[TASK GOAL]:
Set down the data below from its first line to the line holding "width:36px; height:36px; display:grid;", inclusive; omit all pictures.

[EXTRACTED ENTRIES]:

——————

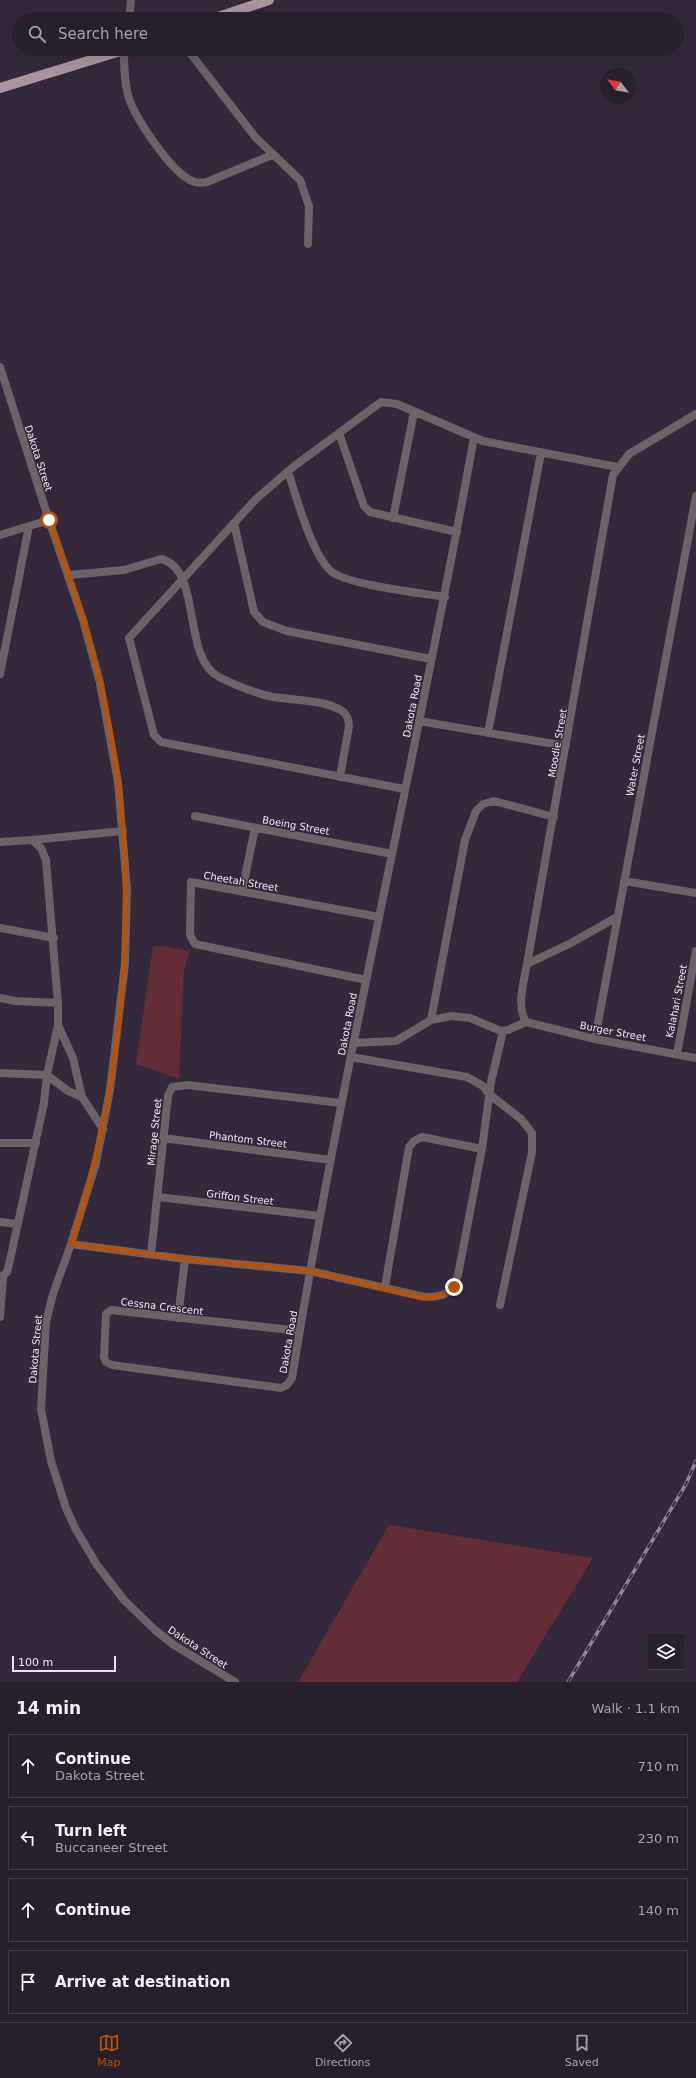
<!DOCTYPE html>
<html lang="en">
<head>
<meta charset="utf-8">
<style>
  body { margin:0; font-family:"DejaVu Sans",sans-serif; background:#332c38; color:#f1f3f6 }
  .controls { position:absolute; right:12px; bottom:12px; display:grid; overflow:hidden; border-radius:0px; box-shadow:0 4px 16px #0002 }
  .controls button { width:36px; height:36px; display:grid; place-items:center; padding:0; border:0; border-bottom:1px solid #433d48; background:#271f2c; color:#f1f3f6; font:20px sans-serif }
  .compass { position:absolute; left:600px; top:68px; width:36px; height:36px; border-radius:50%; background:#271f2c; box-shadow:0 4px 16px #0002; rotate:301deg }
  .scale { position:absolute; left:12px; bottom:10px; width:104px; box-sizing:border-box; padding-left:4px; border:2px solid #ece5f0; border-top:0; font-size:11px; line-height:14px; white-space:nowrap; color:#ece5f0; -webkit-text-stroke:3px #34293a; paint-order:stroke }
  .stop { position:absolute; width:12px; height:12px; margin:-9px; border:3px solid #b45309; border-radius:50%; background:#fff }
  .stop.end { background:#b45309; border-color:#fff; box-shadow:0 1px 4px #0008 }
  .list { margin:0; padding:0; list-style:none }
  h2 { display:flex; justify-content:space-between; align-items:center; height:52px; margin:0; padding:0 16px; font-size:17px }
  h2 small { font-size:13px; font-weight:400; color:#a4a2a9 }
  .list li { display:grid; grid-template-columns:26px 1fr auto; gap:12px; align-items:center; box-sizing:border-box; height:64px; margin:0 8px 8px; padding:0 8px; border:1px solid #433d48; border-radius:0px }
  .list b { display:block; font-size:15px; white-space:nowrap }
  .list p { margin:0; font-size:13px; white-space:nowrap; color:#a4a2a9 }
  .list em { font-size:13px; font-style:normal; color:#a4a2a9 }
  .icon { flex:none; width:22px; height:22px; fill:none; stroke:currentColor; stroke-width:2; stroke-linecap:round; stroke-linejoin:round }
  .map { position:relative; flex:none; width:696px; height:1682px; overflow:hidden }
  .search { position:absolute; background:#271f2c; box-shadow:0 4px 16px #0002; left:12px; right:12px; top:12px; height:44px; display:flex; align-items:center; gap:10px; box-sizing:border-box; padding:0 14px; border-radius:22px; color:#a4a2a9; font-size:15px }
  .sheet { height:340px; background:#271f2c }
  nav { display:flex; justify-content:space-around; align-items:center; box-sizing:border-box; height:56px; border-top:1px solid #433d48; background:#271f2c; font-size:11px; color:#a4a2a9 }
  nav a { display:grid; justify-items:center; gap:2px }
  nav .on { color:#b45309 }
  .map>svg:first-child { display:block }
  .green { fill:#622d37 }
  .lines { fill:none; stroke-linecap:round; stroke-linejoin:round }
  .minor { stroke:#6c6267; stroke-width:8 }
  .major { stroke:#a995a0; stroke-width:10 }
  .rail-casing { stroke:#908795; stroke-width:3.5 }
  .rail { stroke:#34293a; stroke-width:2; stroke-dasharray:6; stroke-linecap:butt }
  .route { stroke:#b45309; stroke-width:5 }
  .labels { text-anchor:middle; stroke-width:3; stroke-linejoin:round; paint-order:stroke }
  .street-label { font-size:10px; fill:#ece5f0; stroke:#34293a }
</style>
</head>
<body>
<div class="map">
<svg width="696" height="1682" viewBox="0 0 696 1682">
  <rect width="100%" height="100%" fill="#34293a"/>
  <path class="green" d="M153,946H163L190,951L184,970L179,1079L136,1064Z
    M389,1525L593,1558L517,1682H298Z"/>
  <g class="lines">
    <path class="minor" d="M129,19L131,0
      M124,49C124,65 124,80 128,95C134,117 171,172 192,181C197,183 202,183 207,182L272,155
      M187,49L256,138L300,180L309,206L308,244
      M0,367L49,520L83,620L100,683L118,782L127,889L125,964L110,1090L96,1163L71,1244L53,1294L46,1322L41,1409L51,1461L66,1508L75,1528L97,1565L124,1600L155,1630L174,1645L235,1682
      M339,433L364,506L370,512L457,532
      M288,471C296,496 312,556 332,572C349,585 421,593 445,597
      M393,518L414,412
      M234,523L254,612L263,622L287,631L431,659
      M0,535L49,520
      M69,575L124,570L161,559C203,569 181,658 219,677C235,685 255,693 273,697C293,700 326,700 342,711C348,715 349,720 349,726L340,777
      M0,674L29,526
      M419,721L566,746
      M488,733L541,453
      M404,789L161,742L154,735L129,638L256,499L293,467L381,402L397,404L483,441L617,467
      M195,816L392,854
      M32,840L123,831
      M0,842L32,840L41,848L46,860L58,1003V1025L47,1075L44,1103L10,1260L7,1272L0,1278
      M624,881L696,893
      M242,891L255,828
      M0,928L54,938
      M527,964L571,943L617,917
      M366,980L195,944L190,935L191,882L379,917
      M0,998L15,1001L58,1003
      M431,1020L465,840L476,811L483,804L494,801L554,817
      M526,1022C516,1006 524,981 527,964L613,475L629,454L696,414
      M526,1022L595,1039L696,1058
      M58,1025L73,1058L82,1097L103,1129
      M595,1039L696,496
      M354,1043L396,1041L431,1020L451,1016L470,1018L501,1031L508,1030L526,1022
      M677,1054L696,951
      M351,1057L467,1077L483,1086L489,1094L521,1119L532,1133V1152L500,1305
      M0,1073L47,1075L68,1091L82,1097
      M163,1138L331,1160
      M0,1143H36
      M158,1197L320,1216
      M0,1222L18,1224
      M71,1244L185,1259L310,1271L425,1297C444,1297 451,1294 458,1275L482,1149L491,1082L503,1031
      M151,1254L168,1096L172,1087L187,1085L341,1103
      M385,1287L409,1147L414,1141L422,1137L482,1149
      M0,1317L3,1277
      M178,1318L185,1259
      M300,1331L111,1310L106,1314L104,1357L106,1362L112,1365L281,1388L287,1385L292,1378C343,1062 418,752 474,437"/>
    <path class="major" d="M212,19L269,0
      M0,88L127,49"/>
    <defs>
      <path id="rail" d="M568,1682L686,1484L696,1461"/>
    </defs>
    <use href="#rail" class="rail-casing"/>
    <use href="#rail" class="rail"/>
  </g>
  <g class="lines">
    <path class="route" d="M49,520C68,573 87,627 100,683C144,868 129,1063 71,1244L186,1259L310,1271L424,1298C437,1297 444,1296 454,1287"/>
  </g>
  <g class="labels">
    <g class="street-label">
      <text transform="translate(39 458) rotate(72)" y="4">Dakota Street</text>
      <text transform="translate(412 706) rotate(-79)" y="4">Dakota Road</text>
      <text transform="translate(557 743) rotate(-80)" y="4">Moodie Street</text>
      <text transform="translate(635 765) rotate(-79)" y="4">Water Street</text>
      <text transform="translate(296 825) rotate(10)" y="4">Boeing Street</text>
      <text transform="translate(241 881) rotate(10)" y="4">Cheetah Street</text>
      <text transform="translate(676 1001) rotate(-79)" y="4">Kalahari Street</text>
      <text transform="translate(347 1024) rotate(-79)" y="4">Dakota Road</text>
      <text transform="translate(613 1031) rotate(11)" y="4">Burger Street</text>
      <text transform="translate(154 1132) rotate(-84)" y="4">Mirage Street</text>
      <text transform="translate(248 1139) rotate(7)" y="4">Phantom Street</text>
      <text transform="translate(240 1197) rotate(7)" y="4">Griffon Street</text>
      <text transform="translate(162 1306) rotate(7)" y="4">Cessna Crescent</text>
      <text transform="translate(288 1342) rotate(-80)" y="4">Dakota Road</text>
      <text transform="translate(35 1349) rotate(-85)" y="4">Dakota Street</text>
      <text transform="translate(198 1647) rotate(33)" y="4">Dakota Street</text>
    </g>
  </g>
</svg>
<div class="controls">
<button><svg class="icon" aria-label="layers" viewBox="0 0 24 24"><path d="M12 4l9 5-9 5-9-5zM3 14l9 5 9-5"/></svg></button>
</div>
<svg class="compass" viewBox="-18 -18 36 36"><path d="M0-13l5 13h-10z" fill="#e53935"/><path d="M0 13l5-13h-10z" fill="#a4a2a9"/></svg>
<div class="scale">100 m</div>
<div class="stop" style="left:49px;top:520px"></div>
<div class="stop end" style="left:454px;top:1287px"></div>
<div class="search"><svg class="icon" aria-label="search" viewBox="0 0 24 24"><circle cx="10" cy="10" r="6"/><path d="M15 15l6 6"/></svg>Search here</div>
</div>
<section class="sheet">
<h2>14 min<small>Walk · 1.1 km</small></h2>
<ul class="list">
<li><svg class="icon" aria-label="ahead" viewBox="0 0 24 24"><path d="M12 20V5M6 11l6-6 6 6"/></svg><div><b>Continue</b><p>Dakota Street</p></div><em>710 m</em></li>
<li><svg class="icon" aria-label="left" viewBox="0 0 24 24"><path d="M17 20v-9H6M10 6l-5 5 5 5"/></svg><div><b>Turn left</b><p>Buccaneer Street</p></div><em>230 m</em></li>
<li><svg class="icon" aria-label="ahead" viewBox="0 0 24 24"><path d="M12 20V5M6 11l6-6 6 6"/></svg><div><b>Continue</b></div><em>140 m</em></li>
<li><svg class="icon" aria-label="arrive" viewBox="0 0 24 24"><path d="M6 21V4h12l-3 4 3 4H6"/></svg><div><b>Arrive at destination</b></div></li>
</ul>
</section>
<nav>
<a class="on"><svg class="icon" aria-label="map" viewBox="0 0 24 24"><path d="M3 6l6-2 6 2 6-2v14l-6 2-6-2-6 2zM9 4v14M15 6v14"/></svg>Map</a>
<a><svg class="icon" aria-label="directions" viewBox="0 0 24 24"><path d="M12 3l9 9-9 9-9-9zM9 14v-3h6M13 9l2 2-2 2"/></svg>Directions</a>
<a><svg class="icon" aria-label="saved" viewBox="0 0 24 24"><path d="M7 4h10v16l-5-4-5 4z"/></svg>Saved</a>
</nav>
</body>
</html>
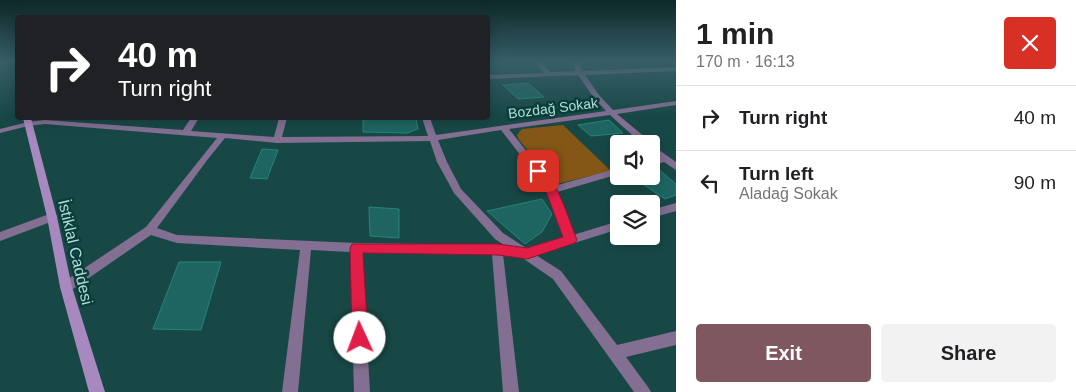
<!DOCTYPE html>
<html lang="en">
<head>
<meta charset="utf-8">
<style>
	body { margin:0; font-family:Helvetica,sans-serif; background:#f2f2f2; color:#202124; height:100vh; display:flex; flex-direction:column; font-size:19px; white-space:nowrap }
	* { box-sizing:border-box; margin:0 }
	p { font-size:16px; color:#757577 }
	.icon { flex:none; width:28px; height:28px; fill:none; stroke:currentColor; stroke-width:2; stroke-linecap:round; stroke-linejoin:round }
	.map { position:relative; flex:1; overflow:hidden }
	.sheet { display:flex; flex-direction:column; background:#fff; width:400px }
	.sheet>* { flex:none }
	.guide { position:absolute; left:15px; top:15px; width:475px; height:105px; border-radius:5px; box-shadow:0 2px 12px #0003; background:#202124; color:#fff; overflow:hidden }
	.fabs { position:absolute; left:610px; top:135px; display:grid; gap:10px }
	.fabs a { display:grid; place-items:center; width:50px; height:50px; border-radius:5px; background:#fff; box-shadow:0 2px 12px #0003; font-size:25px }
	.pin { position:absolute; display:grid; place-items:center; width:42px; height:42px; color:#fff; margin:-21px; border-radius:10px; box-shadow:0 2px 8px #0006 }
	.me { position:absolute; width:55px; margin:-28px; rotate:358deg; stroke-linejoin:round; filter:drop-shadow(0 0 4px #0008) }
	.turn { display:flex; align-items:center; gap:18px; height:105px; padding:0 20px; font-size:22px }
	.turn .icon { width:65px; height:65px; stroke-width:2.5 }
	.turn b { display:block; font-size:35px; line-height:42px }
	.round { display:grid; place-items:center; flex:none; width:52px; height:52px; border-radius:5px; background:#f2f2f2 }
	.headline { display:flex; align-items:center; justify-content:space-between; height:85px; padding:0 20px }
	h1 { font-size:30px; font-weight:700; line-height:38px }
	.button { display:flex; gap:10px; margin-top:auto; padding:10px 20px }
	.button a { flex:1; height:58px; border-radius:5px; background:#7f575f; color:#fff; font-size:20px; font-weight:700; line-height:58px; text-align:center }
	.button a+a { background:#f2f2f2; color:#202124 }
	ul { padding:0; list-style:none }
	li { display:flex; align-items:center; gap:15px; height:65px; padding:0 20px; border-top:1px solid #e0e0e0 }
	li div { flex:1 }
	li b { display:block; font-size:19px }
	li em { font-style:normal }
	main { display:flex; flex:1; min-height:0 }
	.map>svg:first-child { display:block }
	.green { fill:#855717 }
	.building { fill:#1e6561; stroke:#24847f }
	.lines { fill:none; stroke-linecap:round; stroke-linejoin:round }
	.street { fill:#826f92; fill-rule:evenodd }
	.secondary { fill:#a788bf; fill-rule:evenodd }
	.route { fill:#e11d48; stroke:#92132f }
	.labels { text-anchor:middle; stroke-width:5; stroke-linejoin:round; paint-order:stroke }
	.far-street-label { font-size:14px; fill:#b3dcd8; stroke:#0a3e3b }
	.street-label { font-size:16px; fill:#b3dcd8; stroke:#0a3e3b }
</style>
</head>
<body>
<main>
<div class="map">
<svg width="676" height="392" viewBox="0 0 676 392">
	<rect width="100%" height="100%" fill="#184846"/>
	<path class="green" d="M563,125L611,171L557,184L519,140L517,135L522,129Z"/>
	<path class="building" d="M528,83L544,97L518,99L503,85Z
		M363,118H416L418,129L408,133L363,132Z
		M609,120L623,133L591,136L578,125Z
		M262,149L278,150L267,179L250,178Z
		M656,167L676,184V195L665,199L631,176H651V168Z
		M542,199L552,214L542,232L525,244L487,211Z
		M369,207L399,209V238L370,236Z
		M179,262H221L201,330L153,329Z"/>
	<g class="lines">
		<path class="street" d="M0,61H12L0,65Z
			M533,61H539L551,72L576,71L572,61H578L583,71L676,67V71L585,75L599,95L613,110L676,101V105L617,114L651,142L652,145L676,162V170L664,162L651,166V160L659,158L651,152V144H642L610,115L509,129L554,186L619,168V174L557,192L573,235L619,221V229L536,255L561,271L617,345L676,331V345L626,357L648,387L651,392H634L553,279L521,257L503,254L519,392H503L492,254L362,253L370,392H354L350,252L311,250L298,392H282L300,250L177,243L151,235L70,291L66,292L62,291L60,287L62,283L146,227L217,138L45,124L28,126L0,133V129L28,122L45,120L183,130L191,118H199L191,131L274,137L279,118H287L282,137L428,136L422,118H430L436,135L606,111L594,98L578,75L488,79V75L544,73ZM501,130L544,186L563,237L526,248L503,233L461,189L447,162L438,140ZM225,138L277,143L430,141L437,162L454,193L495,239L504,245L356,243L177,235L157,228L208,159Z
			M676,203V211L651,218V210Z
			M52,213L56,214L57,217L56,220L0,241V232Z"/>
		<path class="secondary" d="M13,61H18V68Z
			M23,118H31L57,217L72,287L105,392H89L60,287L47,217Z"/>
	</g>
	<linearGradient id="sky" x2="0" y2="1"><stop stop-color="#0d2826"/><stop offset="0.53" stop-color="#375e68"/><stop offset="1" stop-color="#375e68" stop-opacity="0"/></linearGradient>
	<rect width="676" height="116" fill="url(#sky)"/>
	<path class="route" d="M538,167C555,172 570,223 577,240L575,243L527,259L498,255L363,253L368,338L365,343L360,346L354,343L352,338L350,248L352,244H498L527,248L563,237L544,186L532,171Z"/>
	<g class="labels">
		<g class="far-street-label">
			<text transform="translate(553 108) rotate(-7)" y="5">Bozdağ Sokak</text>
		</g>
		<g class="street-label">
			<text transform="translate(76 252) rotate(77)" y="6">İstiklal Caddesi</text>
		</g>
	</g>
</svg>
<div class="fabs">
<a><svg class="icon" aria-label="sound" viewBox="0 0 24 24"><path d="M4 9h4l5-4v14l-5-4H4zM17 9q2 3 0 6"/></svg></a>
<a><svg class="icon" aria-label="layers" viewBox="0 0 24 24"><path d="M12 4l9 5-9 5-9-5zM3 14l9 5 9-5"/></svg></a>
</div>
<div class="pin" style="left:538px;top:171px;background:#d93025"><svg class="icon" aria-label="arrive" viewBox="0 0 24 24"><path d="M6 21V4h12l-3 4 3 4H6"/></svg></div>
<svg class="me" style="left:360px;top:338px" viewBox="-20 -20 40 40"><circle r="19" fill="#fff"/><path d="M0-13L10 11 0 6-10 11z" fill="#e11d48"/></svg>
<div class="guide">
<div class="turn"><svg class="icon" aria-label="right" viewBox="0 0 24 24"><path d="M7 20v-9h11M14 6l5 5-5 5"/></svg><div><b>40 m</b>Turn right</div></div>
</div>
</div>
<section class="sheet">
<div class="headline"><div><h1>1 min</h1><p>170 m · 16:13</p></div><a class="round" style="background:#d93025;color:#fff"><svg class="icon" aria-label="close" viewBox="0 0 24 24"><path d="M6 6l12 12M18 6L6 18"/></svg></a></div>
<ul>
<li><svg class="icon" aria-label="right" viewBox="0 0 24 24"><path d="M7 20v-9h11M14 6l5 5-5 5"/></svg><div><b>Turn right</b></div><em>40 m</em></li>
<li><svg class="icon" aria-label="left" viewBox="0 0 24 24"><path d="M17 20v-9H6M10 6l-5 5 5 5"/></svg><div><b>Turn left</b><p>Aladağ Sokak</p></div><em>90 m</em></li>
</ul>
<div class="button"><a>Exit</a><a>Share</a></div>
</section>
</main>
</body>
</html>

——————

[WRITTEN RESPONSE]:
<!DOCTYPE html>
<html lang="en">
<head>
<meta charset="utf-8">
<style>
  body { margin:0; font-family:"DejaVu Sans",sans-serif; background:#332c38; color:#f1f3f6 }
  .controls { position:absolute; right:12px; bottom:12px; display:grid; overflow:hidden; border-radius:0px; box-shadow:0 4px 16px #0002 }
  .controls button { width:36px; height:36px; display:grid; place-items:center; padding:0; border:0; border-bottom:1px solid #433d48; background:#271f2c; color:#f1f3f6; font:20px sans-serif }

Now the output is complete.